====== Record extracts
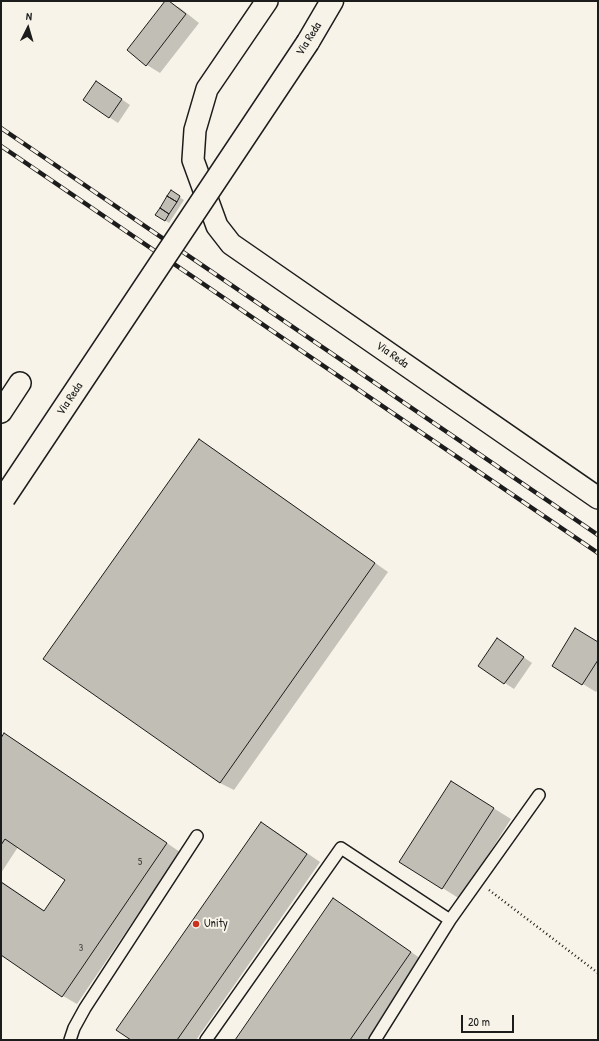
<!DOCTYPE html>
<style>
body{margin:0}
#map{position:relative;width:599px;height:1041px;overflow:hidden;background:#f7f3e8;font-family:"Patrick Hand",sans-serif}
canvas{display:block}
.frame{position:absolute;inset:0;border:2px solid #1c1c1c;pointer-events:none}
.north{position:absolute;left:8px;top:8px;width:40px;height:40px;-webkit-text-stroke:3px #f7f3e8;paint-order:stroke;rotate:5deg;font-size:11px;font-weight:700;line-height:16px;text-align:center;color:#1c1c1c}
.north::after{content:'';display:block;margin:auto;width:14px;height:18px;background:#1c1c1c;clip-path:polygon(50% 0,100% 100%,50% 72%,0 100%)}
.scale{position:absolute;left:461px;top:1015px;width:53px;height:18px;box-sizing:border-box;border:2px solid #1c1c1c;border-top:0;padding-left:5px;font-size:12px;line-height:14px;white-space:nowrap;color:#1c1c1c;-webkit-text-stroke:3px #f7f3e8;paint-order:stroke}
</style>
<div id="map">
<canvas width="599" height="1041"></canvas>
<div class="frame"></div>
<div class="north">N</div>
<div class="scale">20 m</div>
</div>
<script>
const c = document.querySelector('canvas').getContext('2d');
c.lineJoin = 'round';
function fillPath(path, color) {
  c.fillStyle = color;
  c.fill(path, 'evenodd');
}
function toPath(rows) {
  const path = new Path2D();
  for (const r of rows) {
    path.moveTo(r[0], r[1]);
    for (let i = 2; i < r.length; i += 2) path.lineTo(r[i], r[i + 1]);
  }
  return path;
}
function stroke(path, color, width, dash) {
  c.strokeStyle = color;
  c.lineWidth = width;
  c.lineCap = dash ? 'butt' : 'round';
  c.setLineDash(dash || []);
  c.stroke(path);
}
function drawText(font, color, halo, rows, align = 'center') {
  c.font = font + ' "Patrick Hand",sans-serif';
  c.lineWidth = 4;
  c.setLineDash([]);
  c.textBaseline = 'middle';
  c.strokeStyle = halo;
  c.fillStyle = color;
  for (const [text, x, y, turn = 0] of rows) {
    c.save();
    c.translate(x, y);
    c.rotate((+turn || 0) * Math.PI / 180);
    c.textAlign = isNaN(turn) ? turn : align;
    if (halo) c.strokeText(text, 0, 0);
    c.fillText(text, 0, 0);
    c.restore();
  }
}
fillPath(toPath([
 [166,1,180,8,199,23,160,73,147,65],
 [105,88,130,105,118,123,109,117],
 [171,192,184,200,169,223,157,215],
 [199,440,212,448,388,572,234,790,220,783],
 [598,643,598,689,596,692,553,666],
 [506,645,532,663,514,689,479,666],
 [5,734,18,742,180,852,77,1004,63,996,1,954,1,881,45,911,67,880,18,847,1,873,1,739],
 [451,782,511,819,460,899,401,862],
 [261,823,275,831,320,862,196,1040,132,1040],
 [334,900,347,907,424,961,369,1040,236,1040]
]), '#0003');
const building = toPath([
 [165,1,169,1,186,14,146,66,127,50,165,1],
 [96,81,122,99,109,118,83,100,96,81],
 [171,190,180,196,177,202,167,196,171,190],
 [167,196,177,202,169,214,160,208,167,196],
 [160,208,169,214,165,221,155,215,160,208],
 [199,439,375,563,220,783,43,659,199,439],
 [575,628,598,642,598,660,582,685,552,666,575,628],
 [497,638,524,657,504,684,478,666,497,638],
 [4,733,167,843,62,997,1,955,1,882,44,911,65,880,5,839,1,845,1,738,4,733],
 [451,781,494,808,442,889,399,862,451,781],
 [261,822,307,854,177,1040,131,1040,116,1030,261,822],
 [333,898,411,952,350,1040,235,1040,333,898]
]);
fillPath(building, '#c0beb5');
stroke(building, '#1c1c1c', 1);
const lane = toPath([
 [450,920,539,795],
 [70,1040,74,1028,85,1008,197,836],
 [206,1040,341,848,450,920,375,1040]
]);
const street = toPath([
 [267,1,207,89,195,130,193,160,217,226,231,244,598,498],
 [1,412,20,383]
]);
const secondary = toPath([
 [308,42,332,1]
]);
stroke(lane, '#1c1c1c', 14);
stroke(street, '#1c1c1c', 24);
stroke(secondary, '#1c1c1c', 25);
stroke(toPath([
 [489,890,598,973]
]), '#1c1c1c', 2.5, [1, 3]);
stroke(lane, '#f7f3e8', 11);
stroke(street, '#f7f3e8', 21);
stroke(secondary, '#f7f3e8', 22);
const rail = toPath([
 [1,128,598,535],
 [1,146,598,553]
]);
stroke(rail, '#1c1c1c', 4.5);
stroke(rail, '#f7f3e8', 3, [9]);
const secondaryBridge = toPath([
 [4,498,308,42]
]);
stroke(secondaryBridge, '#1c1c1c', 25, []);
stroke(secondaryBridge, '#f7f3e8', 22);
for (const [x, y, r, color] of [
 [196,924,4,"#c8321e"]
]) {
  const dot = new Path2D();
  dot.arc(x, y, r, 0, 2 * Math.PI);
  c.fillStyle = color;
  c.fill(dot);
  stroke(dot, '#f7f3e8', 1.5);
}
drawText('10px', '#454442', null, [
 ["5",140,862],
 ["3",81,948]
]);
drawText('12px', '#1c1c1c', '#f7f3e8', [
 ["Via Reda",309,39,-58],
 ["Via Reda",392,355,35],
 ["Via Reda",70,399,-56]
]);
drawText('12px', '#1c1c1c', '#f7f3e8', [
 ["Unity",204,924]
], 'left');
</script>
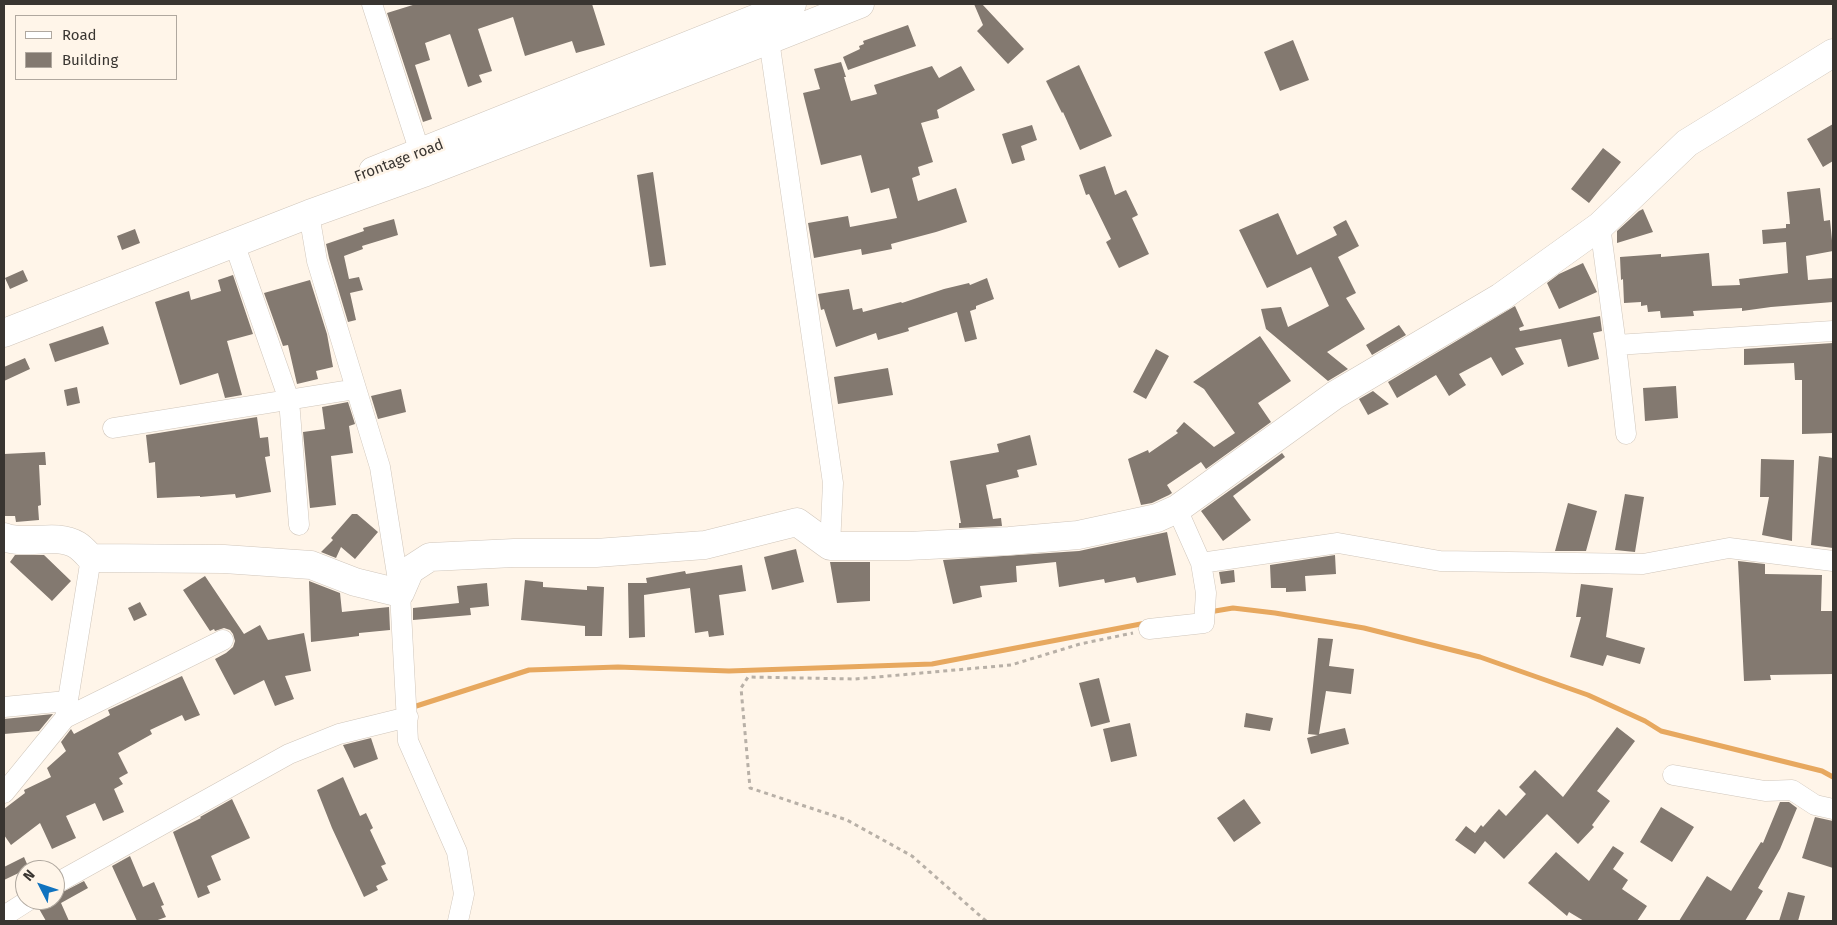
<!DOCTYPE html>
<style>
body{margin:0}
#map{position:relative;width:1837px;height:925px;overflow:hidden;background:#fff5e9;font-family:"Fira Sans",sans-serif}
canvas{display:block}
.frame{position:absolute;inset:0;border:5px solid #393531;pointer-events:none}
.legend{position:absolute;left:15px;top:15px;width:162px;height:65px;box-sizing:border-box;background:#fff5e9;border:1px solid #b0a89f;margin:0;padding:6px 9px;list-style:none;font-size:15px;color:#393531}
.legend li{display:flex;align-items:center;gap:10px;height:25px}
.legend b{width:25px;border:1px solid #b0a89f}
.north{position:absolute;left:15px;top:860px;width:50px;height:50px;box-sizing:border-box;background:#fff5e9;border:1px solid #b0a89f;border-radius:50%;rotate:311deg;font-size:14px;font-weight:700;line-height:20px;text-align:center;color:#393531}
.north::after{content:'';display:block;margin:auto;width:18px;height:22px;background:#1173bf;clip-path:polygon(50% 0,100% 100%,50% 72%,0 100%)}
</style>
<div id="map">
<canvas width="1837" height="925"></canvas>
<div class="frame"></div>
<ul class="legend">
<li><b style="height:6px;background:#fff"></b>Road</li>
<li><b style="height:14px;background:#837970"></b>Building</li>
</ul>
<div class="north">N</div>
</div>
<script>
const context = document.querySelector('canvas').getContext('2d');
context.lineJoin = 'round';
function trace(path, color, width, dash) {
  context.strokeStyle = color;
  context.lineWidth = width;
  context.lineCap = dash ? 'butt' : 'round';
  context.setLineDash(dash || []);
  context.stroke(path);
}
function fill(path, color) {
  context.fillStyle = color;
  context.fill(path, 'evenodd');
}
function drawText(font, color, halo, rows, align = 'center') {
  context.font = font + ' "Fira Sans",sans-serif';
  context.lineWidth = 5;
  context.setLineDash([]);
  context.textBaseline = 'middle';
  context.strokeStyle = halo;
  context.fillStyle = color;
  for (const [text, x, y, turn = 0] of rows) {
    context.save();
    context.translate(x, y);
    context.rotate((+turn || 0) * Math.PI / 180);
    context.textAlign = isNaN(turn) ? turn : align;
    if (halo) context.strokeText(text, 0, 0);
    context.fillText(text, 0, 0);
    context.restore();
  }
}
const stream = new Path2D(`
 M1209,612l24,-4 42,5 89,15 116,29 108,38 57,26 16,10 161,40 11,6
 M410,708l119,-38 89,-3 111,4 203,-7 214,-41`);
const building = new Path2D(`
 M416,4h176l13,41 -29,8 -4,-12 -47,15 -12,-39 -35,12 14,42 -13,4 3,7 -14,5 -18,-53 -25,9 5,17 -15,5 17,54 -9,3 -36,-109z
 M974,4h8l42,45 -16,15 -31,-33 6,-6z
 M908,25l8,21 -68,24 -5,-13 17,-8 -1,-3 5,-2 -1,-3z
 M1293,40l16,40 -29,11 -16,-39z
 M841,62l5,15h-2l7,24 26,-7 -3,-9 58,-19 7,12 22,-12 14,24 -38,20 2,8 -18,5 12,39 -15,5 2,8 -8,3 6,23 38,-13 11,34 -31,10 -45,12 1,5 -30,6 -1,-6 -47,9 -6,-35 40,-7 2,11 47,-9 -8,-30 -18,5 -10,-38 -40,10 -18,-72 17,-4 -6,-20z
 M1079,65l33,71 -32,14 -17,-38 -1,1 -16,-32z
 M1833,124v37l-10,6 -16,-28z
 M1032,125l5,15 -16,6 4,14 -13,4 -10,-30z
 M1603,148l18,14 -32,41 -18,-14z
 M1105,166l10,29 11,-5 12,25 -6,3 17,36 -30,14 -13,-26 5,-3 -22,-45 -3,1 -7,-20z
 M653,172l13,93 -16,2 -13,-92z
 M1820,188l4,33 6,-1 3,31 -27,5 2,24 25,-2v24l-62,5 -29,4v-3l-49,3 1,5 -33,2 -1,-7 -12,1 -1,-7 -6,1v-4l-17,1 -1,-24 -2,1 -1,-23 41,-3v3l48,-4 3,33 28,-1 -1,-6 49,-6 -2,-31 -23,2 -1,-14 24,-2v-4h4l-3,-32z
 M1643,209l10,23 -36,11v-12l22,-20z
 M1278,213l19,42 40,-20 -4,-8 13,-7 13,26 -21,11 18,36 -10,5 19,31 -38,23 21,17 -20,12 -62,-52 -5,-20 20,-2 7,20 41,-21 -18,-39 -44,21 -28,-58z
 M394,219l4,16 -36,11 1,3 -19,7 5,23 10,-2 4,13 -13,3 6,27 -8,2 -19,-64 -3,-14 38,-13 -1,-3z
 M135,229l5,14 -18,7 -5,-14z
 M1583,263l14,29 -38,17 -12,-26 12,-9z
 M23,270l5,11 -18,8 -5,-11z
 M233,275l20,59 -26,7 15,54 -17,3 -7,-25 -38,12 -25,-83 34,-11 2,9 30,-9 -3,-11z
 M987,278l7,21 -18,7v3l-6,2 7,28 -12,3 -8,-30 -49,16 1,3 -31,9 -2,-7 -40,14 -12,-38 -3,1 -3,-16 31,-5 4,21 9,-2 1,4 38,-10 1,1 42,-14 25,-6 1,2z
 M310,280l17,54 6,33 -17,4 2,8 -21,5 -9,-39 -5,1 -19,-53z
 M1515,306l9,20 -5,2 1,3 80,-15 2,15 -9,2 6,26 -31,8 -7,-28 -46,9 9,16 -22,12 -11,-19 -32,17 7,11 -17,11 -13,-21 -39,23 -9,-16z
 M1399,325l7,10 -34,20 -6,-10z
 M103,326l6,18 -54,18 -6,-18z
 M1260,336l31,45 -33,22 13,19 -65,47 -5,-7 -34,23 5,8 -3,2 -17,8 -11,2 -13,-46 20,-9 1,3 29,-20 -2,-2 8,-9 30,25 21,-14 -31,-44 -11,-7z
 M1833,343v90l-31,1v-54h-7l-1,-17 -50,2v-16z
 M1156,349l13,7 -23,43 -13,-7z
 M25,358l5,11 -26,12v-14z
 M888,368l5,27 -55,9 -4,-27z
 M1676,386l2,32 -33,3 -2,-33z
 M77,387l3,16 -13,3 -3,-16z
 M401,389l5,23 -28,7 -7,-23z
 M1373,391l16,13 -21,11 -9,-16z
 M348,402l7,22 -6,2 4,27 -22,3 5,49 -26,3 -7,-76 22,-3 -3,-22z
 M257,417l3,21 8,-1 2,19 -5,1 6,35 -35,6 -1,-4 -35,3v-1l-43,2 -2,-36 -6,1 -3,-28z
 M1030,435l7,30 -20,5 2,7 -33,8 7,34 8,-1 1,8 -43,2v-5h2l-11,-62 49,-9 -2,-8z
 M45,452l1,13h-7l2,40 -3,1 1,14 -23,2 -1,-6h-10l-1,-62z
 M1282,453l3,4 -52,39 18,24 -28,21 -22,-30z
 M1819,456l14,2v90l-22,-3z
 M1761,459l33,1 -2,81 -30,-6 7,-38h-9z
 M1625,494l19,3 -9,55 -20,-2z
 M1568,503l29,8 -11,40h-31z
 M352,514h5l21,18 -23,27 -14,-12 -5,11 -15,-6 12,-12 -2,-2z
 M1167,532l9,43 -39,8 -2,-6 -30,6 -1,-4 -45,8 -3,-25 -40,4 1,16 -37,4 2,11 -29,7 -10,-44 136,-9z
 M796,549l8,33 -32,8 -8,-33z
 M15,555h29l27,26 -19,20 -42,-39z
 M1335,555l1,19 -31,2 1,15 -20,1v-4h-15l-1,-23z
 M1738,561l27,3v10l57,1 -1,36h12v63l-63,1 1,5 -27,1z
 M830,562h40v39l-33,2z
 M742,565l4,26 -27,4 5,40 -15,2 -1,-6 -13,2 -5,-45 -46,7 1,42 -16,1 -1,-55h19l-1,-5 39,-7 1,3z
 M1234,570l1,12 -14,2 -2,-12z
 M205,576l39,58 16,-9 8,15 36,-7 7,38 -26,5 9,23 -19,7 -11,-26 -30,15 -19,-36 11,-6 7,-6 2,-6 -2,-7 -3,-4 -6,-2 -9,3 -1,-2 -4,2 -27,-41z
 M525,580l18,2v5l44,3v-4l17,1 -2,49h-17v-10l-64,-6z
 M309,581l31,12 2,19 47,-5 1,23 -31,3v3l-48,6z
 M487,583l2,23 -19,2 1,7 -58,5v-12l46,-5 -2,-17z
 M1581,584l32,4 -7,49 39,11 -5,16 -33,-9 -4,11 -33,-9 11,-40h-5z
 M140,602l7,13 -13,6 -6,-13z
 M1318,638l15,1 -4,27 25,3 -3,25 -25,-3 -7,43 26,-6 4,16 -38,10 -4,-16 11,-3 -10,-1z
 M182,676l18,39 -15,6 -3,-6 -32,15 2,4 -34,19 10,20 -9,5 4,6 -9,5 10,23 -21,9 -8,-18 -29,13 10,22 -24,11 -12,-26 -29,22 -7,-10v-26l21,-16 -1,-3 27,-13 -4,-9 19,-17 -5,-9 10,-13 3,5 36,-19 -2,-5z
 M1099,678l11,44 -19,5 -12,-44z
 M1246,713l27,5 -3,13 -26,-4z
 M53,714l-14,17 -35,3v-15z
 M1130,723l7,33 -26,6 -8,-33z
 M1617,727l18,14 -38,50 13,10 -18,24 2,2 -16,17 -31,-30 -43,45 -19,-18 -10,13 -20,-14 11,-14 9,7 6,-8 2,2 16,-18 7,7 20,-22 -7,-7 16,-17 28,27z
 M371,738l7,21 -24,9 -11,-23z
 M343,777l17,39 6,-3 7,15 -3,2 16,34 -5,2 7,14 -12,6 2,4 -14,7 -32,-69 -15,-38z
 M232,799l18,39 -39,18 10,24 -14,6 3,7 -12,5 -25,-66 28,-14 -1,-1z
 M1244,799l17,24 -27,19 -17,-24z
 M1780,802h9l8,6 -17,41 -22,39 5,3 -18,30h-66l28,-45 24,15 30,-49 2,1z
 M1661,807l33,20 -22,35 -32,-20z
 M1815,817l18,4v47l-31,-10z
 M1613,846l11,7 -11,16 15,11 -6,9 25,17 -10,15h-53l-15,-9 -2,4 -39,-33 28,-31 33,29z
 M130,856l13,31 11,-5 10,23 -3,1 5,11 -11,4h-18l-25,-55z
 M24,857l3,7v5l-23,11v-13z
 M84,881l4,7 -27,15 8,18h-23l-8,-14 3,-7h14v-4z
 M1788,892l17,4 -7,25h-19z`);
const path = new Path2D(`
 M986,921l-74,-65 -65,-36 -97,-32 -9,-100 7,-11 107,2 156,-14 69,-21 53,-11`);
const street = new Path2D(`
 M372,4l52,161
 M769,40l64,443 -3,63
 M309,214l8,47 63,206 20,126 8,148 49,111 7,42 -6,27
 M1600,226l16,119 10,89
 M234,243l55,157 10,125
 M1616,345l217,-14
 M113,428l243,-39
 M1177,509l24,54 137,-20 102,18 203,3 86,-16 104,13
 M1149,629l55,-6 2,-30 -5,-30
 M4,707l63,-6
 M65,718l158,-78
 M1673,775l92,16 27,-1 23,15 18,4
 M4,793l61,-75 26,-160
 M55,884l234,-130 50,-20 69,-17
 M4,916l25,-16`);
const secondary = new Path2D(`
 M373,171l419,-167
 M4,333l305,-119 117,-42 343,-132 91,-36
 M4,537c23,9 51,-5 73,8 5,3 10,9 14,13l133,1 87,6 44,17 45,11 10,-23 20,-13 84,-4h82l109,-8 92,-23 33,24h78l101,-5 69,-6 79,-17 20,-9 158,-114 166,-98 99,-71 87,-83 146,-90`);
const streetNames = [
 ["Frontage road",399,161,-21]
];
trace(stream, '#e7a85f', 5);
fill(building, '#837970');
trace(street, '#d0c6bb', 21);
trace(secondary, '#d0c6bb', 29);
trace(path, '#b8b0a7', 3, [4, 4]);
trace(street, '#fff', 20);
trace(secondary, '#fff', 28);
drawText('15px', '#393531', '#fff5e9', streetNames);
</script>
============
_Exercise_. Starting at the line that has "c.stroke(path);" and ending at the line that has "c.rotate((+turn || 0) * Math.PI / 180);", please write out the lines above exactly, leaving out all others.

_Task solution_.
  c.stroke(path);
}
function drawText(font, color, halo, rows, align = 'center') {
  c.font = font + ' "Patrick Hand",sans-serif';
  c.lineWidth = 4;
  c.setLineDash([]);
  c.textBaseline = 'middle';
  c.strokeStyle = halo;
  c.fillStyle = color;
  for (const [text, x, y, turn = 0] of rows) {
    c.save();
    c.translate(x, y);
    c.rotate((+turn || 0) * Math.PI / 180);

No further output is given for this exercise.